* **Work task**
Check each line of the data for "places" and select those that have it.

═════ Records for this exercise

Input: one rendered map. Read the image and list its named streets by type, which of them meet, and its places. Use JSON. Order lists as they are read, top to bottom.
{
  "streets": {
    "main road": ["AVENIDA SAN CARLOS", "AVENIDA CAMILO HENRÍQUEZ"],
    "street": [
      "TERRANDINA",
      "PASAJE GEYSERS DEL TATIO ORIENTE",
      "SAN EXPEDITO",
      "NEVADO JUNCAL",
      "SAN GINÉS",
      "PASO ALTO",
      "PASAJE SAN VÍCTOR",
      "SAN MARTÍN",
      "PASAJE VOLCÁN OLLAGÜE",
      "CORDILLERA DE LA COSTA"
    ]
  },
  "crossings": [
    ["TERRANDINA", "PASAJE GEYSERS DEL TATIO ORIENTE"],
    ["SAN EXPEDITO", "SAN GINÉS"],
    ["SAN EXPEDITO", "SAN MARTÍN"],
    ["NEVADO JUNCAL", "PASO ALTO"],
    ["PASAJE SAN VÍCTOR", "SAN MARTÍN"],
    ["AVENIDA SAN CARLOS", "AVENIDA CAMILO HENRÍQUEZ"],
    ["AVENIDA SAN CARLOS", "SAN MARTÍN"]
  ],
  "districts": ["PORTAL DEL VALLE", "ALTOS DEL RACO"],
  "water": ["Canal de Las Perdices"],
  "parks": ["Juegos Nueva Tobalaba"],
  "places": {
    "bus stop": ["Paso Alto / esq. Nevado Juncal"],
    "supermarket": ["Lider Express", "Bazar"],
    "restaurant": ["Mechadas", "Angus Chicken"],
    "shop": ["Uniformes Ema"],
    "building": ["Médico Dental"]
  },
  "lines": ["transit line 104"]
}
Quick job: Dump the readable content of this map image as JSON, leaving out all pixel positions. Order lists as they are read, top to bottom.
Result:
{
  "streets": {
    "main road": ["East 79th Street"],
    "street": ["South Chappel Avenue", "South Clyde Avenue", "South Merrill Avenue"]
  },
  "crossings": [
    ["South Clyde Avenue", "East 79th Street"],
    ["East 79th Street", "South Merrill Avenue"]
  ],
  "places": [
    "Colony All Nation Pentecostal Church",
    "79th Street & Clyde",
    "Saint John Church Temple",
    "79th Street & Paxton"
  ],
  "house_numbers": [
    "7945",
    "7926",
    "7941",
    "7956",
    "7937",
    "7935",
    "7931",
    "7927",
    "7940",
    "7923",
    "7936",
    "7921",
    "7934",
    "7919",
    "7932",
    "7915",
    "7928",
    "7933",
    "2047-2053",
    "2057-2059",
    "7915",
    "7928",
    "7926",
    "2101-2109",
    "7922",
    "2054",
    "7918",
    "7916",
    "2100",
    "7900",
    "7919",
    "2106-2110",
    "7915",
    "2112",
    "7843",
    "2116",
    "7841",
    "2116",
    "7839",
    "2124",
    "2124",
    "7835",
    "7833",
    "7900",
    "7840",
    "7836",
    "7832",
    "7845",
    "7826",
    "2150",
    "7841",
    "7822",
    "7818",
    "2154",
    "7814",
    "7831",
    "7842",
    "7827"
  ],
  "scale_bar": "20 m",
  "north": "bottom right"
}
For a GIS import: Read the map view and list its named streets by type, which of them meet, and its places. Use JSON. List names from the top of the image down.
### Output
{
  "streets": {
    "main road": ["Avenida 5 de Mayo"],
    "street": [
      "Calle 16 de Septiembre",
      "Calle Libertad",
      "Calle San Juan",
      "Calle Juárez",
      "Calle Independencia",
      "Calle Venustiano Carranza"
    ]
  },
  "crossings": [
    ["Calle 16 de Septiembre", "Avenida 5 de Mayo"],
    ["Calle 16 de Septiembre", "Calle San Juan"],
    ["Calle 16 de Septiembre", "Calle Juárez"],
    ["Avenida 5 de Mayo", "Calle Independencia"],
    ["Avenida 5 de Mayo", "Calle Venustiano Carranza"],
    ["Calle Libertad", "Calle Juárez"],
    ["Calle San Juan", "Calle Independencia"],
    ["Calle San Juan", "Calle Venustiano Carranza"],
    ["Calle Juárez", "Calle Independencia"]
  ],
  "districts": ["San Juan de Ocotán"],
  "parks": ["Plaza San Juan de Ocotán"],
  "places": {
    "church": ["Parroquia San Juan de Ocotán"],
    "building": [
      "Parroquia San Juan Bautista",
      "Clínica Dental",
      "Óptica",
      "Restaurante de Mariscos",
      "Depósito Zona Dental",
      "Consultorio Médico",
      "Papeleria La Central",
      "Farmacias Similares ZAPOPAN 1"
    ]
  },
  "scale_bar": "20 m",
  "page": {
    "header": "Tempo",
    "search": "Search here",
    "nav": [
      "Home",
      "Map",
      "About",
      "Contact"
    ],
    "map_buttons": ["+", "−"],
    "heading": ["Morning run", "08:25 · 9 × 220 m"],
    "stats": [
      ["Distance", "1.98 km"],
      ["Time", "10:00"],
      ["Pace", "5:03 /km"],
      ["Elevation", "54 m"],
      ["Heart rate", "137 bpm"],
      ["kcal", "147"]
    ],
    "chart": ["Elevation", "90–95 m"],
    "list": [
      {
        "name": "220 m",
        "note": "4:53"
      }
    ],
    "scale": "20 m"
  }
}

══════════

* **Solution to the exercise**
Input: one rendered map. Read the image and list its named streets by type, which of them meet, and its places. Use JSON. Order lists as they are read, top to bottom.
  "places": {
  "places": [
For a GIS import: Read the map view and list its named streets by type, which of them meet, and its places. Use JSON. List names from the top of the image down.
  "places": {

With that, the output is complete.